• _EXERCISE OBJECTIVE_
Pictures stay out of this copy; please retype only the lines from the start of the records through the line with "solid #fff;border-radius:50%;background:#1a73e8;box-shadow:0 0".

• _SOURCE MATERIAL_
- - - - - - -
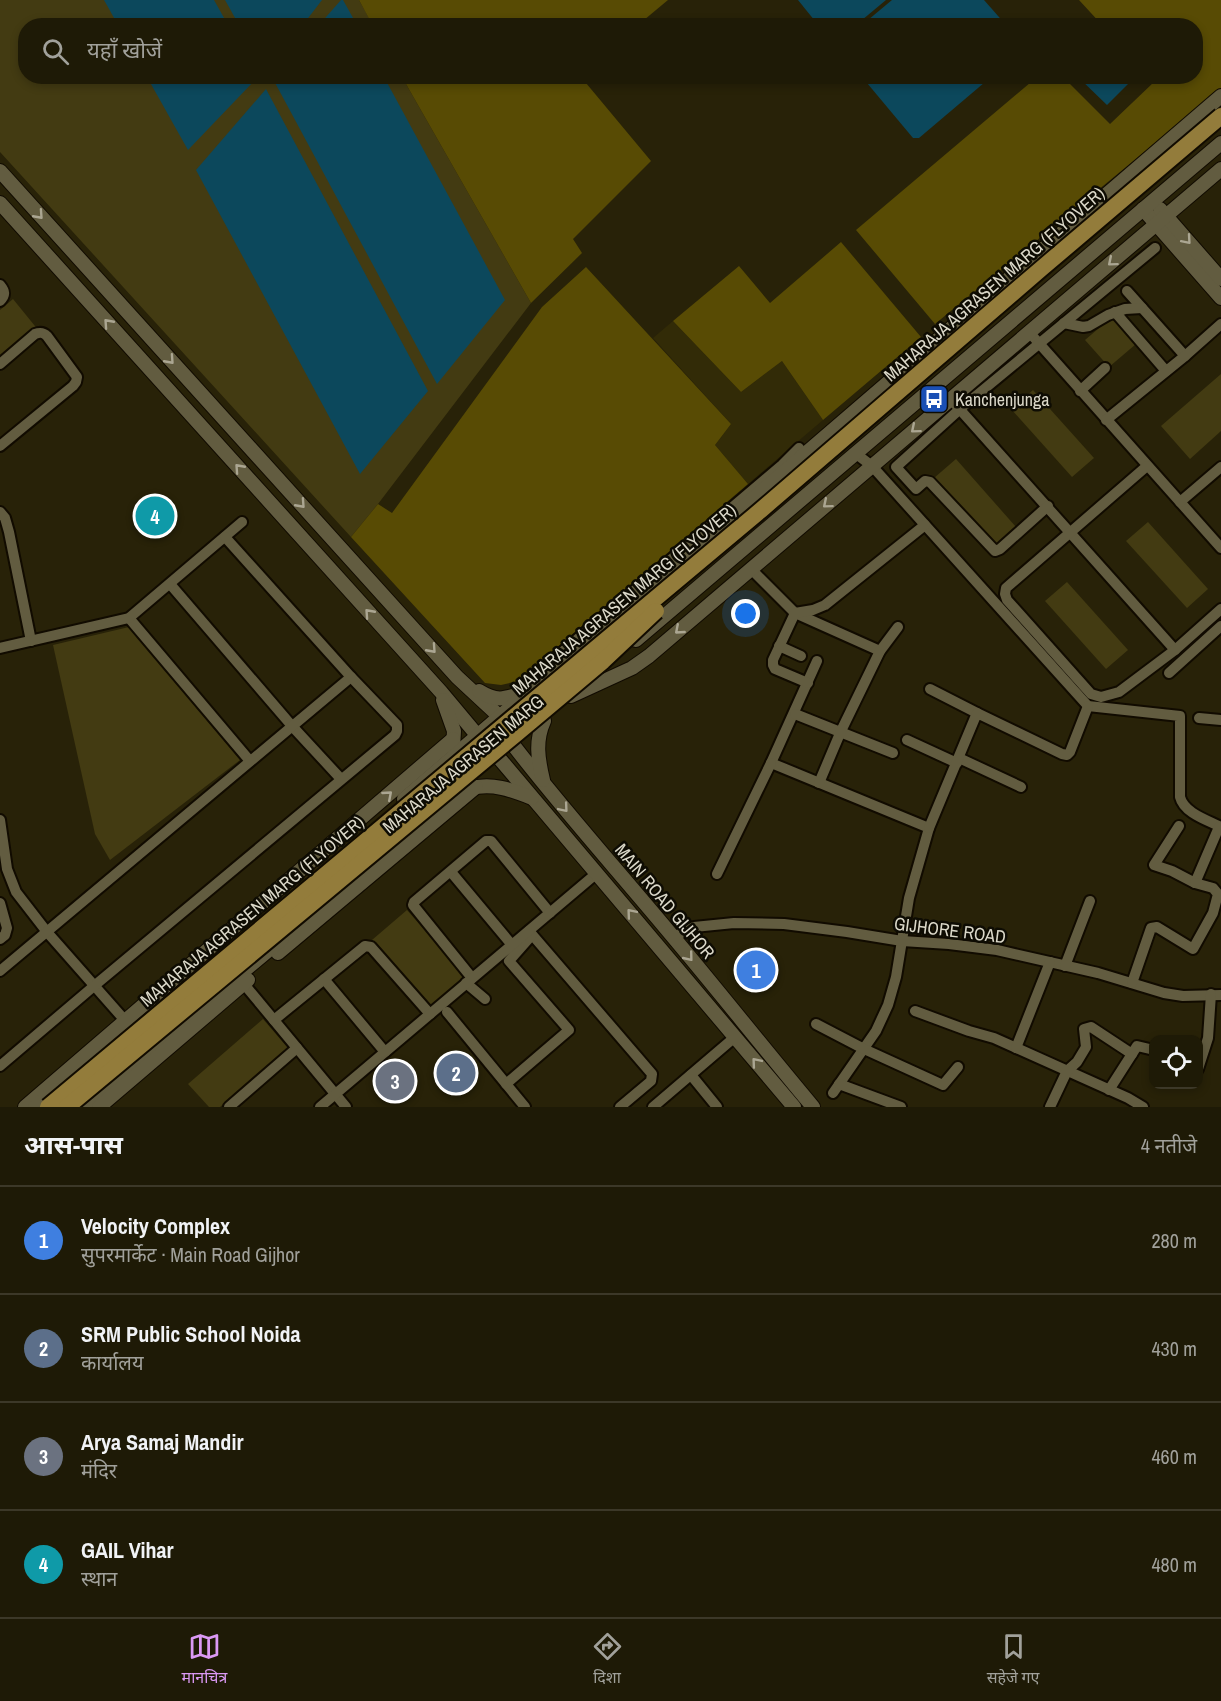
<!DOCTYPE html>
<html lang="hi">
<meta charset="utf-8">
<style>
:root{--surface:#1e1a06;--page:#2b2714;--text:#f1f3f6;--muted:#a1a19b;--line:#3c3828;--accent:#db99f5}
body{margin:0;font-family:"Archivo Narrow","Noto Sans Devanagari",sans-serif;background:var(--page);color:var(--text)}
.controls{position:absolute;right:18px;bottom:18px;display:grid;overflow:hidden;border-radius:12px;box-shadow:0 3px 9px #0003}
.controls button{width:54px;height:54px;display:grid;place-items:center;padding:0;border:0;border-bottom:2px solid var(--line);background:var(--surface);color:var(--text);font:30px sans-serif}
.you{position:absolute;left:746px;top:614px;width:21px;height:21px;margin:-15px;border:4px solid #fff;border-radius:50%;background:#1a73e8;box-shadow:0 0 0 9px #1a73e833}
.badge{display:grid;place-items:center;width:39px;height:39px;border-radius:50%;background:var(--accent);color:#fff;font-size:20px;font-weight:700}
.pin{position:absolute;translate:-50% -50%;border:3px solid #fff;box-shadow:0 2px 6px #0006}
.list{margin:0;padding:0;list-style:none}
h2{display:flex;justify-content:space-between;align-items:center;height:78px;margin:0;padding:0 24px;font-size:26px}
h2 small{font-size:20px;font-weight:400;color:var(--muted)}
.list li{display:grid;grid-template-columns:39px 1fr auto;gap:18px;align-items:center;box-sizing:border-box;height:108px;padding:0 24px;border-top:2px solid var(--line)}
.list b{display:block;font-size:22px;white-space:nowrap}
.list p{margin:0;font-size:20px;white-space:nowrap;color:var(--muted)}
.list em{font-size:20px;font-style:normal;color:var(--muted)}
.icon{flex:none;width:33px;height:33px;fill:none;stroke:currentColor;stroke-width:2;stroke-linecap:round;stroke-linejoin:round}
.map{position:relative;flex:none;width:1221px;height:1107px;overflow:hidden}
.search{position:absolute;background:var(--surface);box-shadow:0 3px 9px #0003;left:18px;right:18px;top:18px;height:66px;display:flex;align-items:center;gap:15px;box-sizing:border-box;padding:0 21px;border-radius:24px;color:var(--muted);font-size:22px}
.sheet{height:510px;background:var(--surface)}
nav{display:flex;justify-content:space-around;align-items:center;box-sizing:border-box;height:84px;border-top:2px solid var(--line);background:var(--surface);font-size:16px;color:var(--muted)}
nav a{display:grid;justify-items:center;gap:3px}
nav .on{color:var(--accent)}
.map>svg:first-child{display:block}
.built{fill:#322b07}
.green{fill:#433b12}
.forest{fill:#584b04}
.water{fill:#0c485c}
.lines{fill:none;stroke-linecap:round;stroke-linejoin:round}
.street-casing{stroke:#110b00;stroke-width:14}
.secondary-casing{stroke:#110b00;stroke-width:16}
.street{stroke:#625c40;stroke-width:10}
.secondary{stroke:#625c40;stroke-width:14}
.primary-bridge-casing{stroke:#110b00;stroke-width:20;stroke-linecap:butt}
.primary-bridge{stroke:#937c3b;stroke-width:16}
.oneway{stroke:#aba692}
.labels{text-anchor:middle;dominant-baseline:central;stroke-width:5;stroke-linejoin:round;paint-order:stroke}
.street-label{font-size:18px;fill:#dbd8c9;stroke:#0e0c03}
.poi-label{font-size:18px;fill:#dbd8c9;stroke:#0e0c03;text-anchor:start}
</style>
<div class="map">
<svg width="1221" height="1107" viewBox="0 0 1221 1107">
<rect width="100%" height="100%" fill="#282208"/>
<!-- built -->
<path class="built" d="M673,321L741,392L782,361L823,420L748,484L715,445L731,424L653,338Z"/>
<!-- green -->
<g class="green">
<path d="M0,0H359L373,25L26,26V76L402,77L531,303L378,504L351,537L0,152Z"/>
<path d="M13,299L39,331L0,363V310Z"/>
<path d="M1112,317L1136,344L1109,367L1085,340Z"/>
<path d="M1221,374V431L1190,459L1161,426Z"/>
<path d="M1033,390L1094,458L1072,477L1011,409Z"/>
<path d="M956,459L1016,527L995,546L934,478Z"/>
<path d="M1148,522L1208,589L1187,608L1126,541Z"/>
<path d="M1067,582L1128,650L1106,669L1045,601Z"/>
<path d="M129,627L240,760L110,860L95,834L53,645Z"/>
<path d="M407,910L466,977L431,1007L372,940Z"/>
<path d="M263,1019L288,1048L220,1107H209L188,1084Z"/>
</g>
<!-- forest -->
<g class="forest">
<path d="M359,0H668L638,25L373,26Z"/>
<path d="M1079,0H1221V89L935,324L856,230L1037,77H1063L1110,124L1154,82L1150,77L1196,76V26L1102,25Z"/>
<path d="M402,77H581L651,161L573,239L582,253L531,303Z"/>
<path d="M841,242L921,337L823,420L782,361L741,392L673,321L739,266L770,303Z"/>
<path d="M586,267L731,424L715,445L748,484L518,681L501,685L485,683L351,537L378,504L392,513L542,307Z"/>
</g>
<!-- water -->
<g class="water">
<path d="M104,0H214L228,25H118Z"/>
<path d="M225,0H322L302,26L239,25Z"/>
<path d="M341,0H343L357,25H319Z"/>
<path d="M798,0H886L856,25L819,26Z"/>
<path d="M892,0H984L1006,25H862Z"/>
<path d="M255,76L256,79L188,150L147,77Z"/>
<path d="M275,77H384L505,300L437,384L273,79Z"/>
<path d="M862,77H991L919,138H913Z"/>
<path d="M1132,77L1134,78L1107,105L1078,77Z"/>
<path d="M266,89L428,391L360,474L196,170Z"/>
</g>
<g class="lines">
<!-- street casing -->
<g class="street-casing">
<g id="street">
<path d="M0,285C5,291 6,295 0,301"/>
<path d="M1127,291L1185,356"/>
<path d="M1115,312L1166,371"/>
<path d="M1064,323L1083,327L1089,326L1108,315L1125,309L1142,308"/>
<path d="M1029,332L1221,548"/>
<path d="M0,364L35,334C40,332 43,332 47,336L77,377L76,382L73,386L0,446"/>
<path d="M1080,391L1105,368"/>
<path d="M955,404L1175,650"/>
<path d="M1106,420L1185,356L1221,324"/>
<path d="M855,453L872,466L1088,706L1180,716V797C1184,813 1207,820 1221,827"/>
<path d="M1147,466L1006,588L1005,594L1007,600L1091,694L1101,697L1119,692L1175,650L1221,609"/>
<path d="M1180,502L1221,467"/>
<path d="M1048,506L1000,549L995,551L930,482L925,481L916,489L896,467L960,409L1155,248"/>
<path d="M0,512L5,518L9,532L31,641"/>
<path d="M751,569L795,613L880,651"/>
<path d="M170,584L292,726L341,779"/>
<path d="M129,618L250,761"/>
<path d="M779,646L801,656"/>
<path d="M0,648L129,618L242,522"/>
<path d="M817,661L771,763L929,828L909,898L896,977L888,1005L876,1031L833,1093"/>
<path d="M548,673L554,659L782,465L799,448"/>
<path d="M1169,673L1221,626"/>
<path d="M808,683L775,669L773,665V660L795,613L813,610L825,605L925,525"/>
<path d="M930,689L977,713"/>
<path d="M795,714L893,753"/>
<path d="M1199,718L1221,720"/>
<path d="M907,740L957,763"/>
<path d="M959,758L1021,787"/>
<path d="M819,783L841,731L880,651L898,627"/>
<path d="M0,820L7,869L16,892L47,932L129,1025"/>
<path d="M1179,826L1154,865L1172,871L1195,883L1219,827"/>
<path d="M929,828L977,713L1062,754L1067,755L1070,752L1088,706"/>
<path d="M451,872L512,945"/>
<path d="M717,874L771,763"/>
<path d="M0,903L7,928L5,935L0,939"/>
<path d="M529,931L652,1074L651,1081L620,1107"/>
<path d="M673,937L694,927L734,923L784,924L847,932L902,941L949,944L997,950L1098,973L1164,993L1183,996L1221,995"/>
<path d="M1065,966L1090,901"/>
<path d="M0,971L351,677"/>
<path d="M239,978L346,1107"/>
<path d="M472,978L413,905L414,902L486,841H491L550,913"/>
<path d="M324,979L385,1052"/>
<path d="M466,983L485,999"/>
<path d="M1132,983L1151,928L1157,927L1193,949L1213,913L1218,894L1213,888L1195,883"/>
<path d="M915,1011L969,1031L994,1038L1128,1098L1143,1107"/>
<path d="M447,1012L525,1107"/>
<path d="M274,1020L365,946L371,947L430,1014"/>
<path d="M816,1024L864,1049L943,1085L958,1067"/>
<path d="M1016,1048L1050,962"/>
<path d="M0,1066L94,986L395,735L397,731V725L351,677L225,537"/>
<path d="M1198,1069L1208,1038L1211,994"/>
<path d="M691,1075L717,1107"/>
<path d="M506,1084L569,1030L509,961L532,935"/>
<path d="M839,1084L901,1107"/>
<path d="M1109,1090L1132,1054"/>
<path d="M229,1107L297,1048"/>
<path d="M320,1107L597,873"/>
<path d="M653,1107L735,1037"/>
<path d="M1050,1107L1067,1071L1077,1062L1086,1047L1084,1029L1091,1027L1132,1054L1137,1046L1154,1050"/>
</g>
</g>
<!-- secondary casing -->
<g class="secondary-casing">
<g id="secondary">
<path d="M0,171L457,677L499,716"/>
<path d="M0,203L441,692L477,735"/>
<path d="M1143,209L1221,298"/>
<path d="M1160,209L1221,279"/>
<path d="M636,640L1221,143"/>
<path d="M479,691C497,702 504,699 523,693"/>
<path d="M571,696L632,668L649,656L1221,169"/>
<path d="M443,700L454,731L453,748"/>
<path d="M514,746C565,812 621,874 674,938C721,994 766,1051 813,1107"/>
<path d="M499,758L794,1107"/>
<path d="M543,780C538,759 535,741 544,721"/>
<path d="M469,789C491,782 512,790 532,798"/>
<path d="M404,799L1221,96"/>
<path d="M278,953L476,787"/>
<path d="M25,1107L453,739"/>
<path d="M35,1107L55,1090"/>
<path d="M81,1107L282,939"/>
<path d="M99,1107L248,980"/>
</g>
</g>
<!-- street -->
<use href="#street" class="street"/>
<!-- secondary -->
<use href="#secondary" class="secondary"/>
<!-- primary-bridge casing -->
<g class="primary-bridge-casing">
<g id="primary-bridge">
<path d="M48,1107L761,510L1042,268L1221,116"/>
<path d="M67,1107L516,734L603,661L656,611"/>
</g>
</g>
<!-- primary-bridge -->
<use href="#primary-bridge" class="primary-bridge"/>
</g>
<!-- one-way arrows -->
<defs><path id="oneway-chevron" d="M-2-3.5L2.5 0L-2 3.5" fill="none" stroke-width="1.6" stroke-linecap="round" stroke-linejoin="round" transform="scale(1.5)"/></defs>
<g class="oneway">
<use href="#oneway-chevron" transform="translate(39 215) rotate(48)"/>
<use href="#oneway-chevron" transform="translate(1187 240) rotate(49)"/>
<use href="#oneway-chevron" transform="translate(1112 262) rotate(140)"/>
<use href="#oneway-chevron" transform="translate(108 323) rotate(-132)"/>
<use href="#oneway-chevron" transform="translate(170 360) rotate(48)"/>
<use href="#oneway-chevron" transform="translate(915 429) rotate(140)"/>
<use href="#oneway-chevron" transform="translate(239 468) rotate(-132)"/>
<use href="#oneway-chevron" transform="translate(301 504) rotate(48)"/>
<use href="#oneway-chevron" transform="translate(827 504) rotate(140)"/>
<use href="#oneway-chevron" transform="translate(369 613) rotate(-132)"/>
<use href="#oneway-chevron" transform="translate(679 630) rotate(139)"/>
<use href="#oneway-chevron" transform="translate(432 649) rotate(48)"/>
<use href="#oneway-chevron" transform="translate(388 795) rotate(-41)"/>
<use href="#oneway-chevron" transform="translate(564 808) rotate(50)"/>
<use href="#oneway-chevron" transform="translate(631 913) rotate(-130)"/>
<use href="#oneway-chevron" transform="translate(689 957) rotate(51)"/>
<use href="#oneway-chevron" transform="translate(756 1062) rotate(-130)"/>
</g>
<!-- icons -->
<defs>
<g id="bus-square" transform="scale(1.5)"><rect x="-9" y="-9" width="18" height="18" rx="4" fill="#1a4fb4" stroke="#0e0c03"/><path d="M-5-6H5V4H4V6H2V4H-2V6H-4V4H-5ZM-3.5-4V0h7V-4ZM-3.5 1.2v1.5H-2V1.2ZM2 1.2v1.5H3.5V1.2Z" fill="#fff"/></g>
</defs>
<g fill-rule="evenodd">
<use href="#bus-square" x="934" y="399"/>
</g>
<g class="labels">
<!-- street labels -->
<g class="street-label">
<text transform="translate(994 284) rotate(-41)">MAHARAJA AGRASEN MARG (FLYOVER)</text>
<text transform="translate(624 599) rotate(-40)">MAHARAJA AGRASEN MARG (FLYOVER)</text>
<text transform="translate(463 764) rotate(-40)">MAHARAJA AGRASEN MARG</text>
<text transform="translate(665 901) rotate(50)">MAIN ROAD GIJHOR</text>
<text transform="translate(252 911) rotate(-40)">MAHARAJA AGRASEN MARG (FLYOVER)</text>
<text transform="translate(950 930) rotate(7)">GIJHORE ROAD</text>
</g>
<!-- poi labels -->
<g class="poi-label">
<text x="955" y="399">Kanchenjunga</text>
</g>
</g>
</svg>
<div class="controls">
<button><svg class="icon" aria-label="locate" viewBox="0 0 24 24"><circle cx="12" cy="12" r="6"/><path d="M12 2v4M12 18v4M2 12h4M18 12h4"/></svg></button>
</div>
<div class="you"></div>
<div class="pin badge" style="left:756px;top:970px;background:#3f7fe0">1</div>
<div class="pin badge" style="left:456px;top:1073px;background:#5c6f8a">2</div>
<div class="pin badge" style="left:395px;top:1081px;background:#6b7280">3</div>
<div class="pin badge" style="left:155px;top:516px;background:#0f9aa8">4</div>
<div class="search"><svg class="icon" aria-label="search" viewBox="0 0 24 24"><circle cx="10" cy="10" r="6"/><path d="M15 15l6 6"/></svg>यहाँ खोजें</div>
</div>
<section class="sheet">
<h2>आस-पास<small>4 नतीजे</small></h2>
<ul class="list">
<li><span class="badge" style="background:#3f7fe0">1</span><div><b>Velocity Complex</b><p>सुपरमार्केट · Main Road Gijhor</p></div><em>280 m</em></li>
<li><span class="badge" style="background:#5c6f8a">2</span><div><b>SRM Public School Noida</b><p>कार्यालय</p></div><em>430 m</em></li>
<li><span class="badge" style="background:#6b7280">3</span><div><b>Arya Samaj Mandir</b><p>मंदिर</p></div><em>460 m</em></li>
<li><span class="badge" style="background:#0f9aa8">4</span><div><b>GAIL Vihar</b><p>स्थान</p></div><em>480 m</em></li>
</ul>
</section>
<nav>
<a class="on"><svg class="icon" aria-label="map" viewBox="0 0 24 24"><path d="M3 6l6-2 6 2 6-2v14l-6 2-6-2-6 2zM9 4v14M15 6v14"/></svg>मानचित्र</a>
<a><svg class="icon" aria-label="directions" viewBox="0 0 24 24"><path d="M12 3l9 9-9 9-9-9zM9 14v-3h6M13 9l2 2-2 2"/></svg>दिशा</a>
<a><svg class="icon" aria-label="saved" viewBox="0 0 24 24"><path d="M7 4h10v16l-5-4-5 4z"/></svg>सहेजे गए</a>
</nav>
- - - - - - -
• _COMPLETED EXERCISE_
<!DOCTYPE html>
<html lang="hi">
<meta charset="utf-8">
<style>
:root{--surface:#1e1a06;--page:#2b2714;--text:#f1f3f6;--muted:#a1a19b;--line:#3c3828;--accent:#db99f5}
body{margin:0;font-family:"Archivo Narrow","Noto Sans Devanagari",sans-serif;background:var(--page);color:var(--text)}
.controls{position:absolute;right:18px;bottom:18px;display:grid;overflow:hidden;border-radius:12px;box-shadow:0 3px 9px #0003}
.controls button{width:54px;height:54px;display:grid;place-items:center;padding:0;border:0;border-bottom:2px solid var(--line);background:var(--surface);color:var(--text);font:30px sans-serif}
.you{position:absolute;left:746px;top:614px;width:21px;height:21px;margin:-15px;border:4px solid #fff;border-radius:50%;background:#1a73e8;box-shadow:0 0 0 9px #1a73e833}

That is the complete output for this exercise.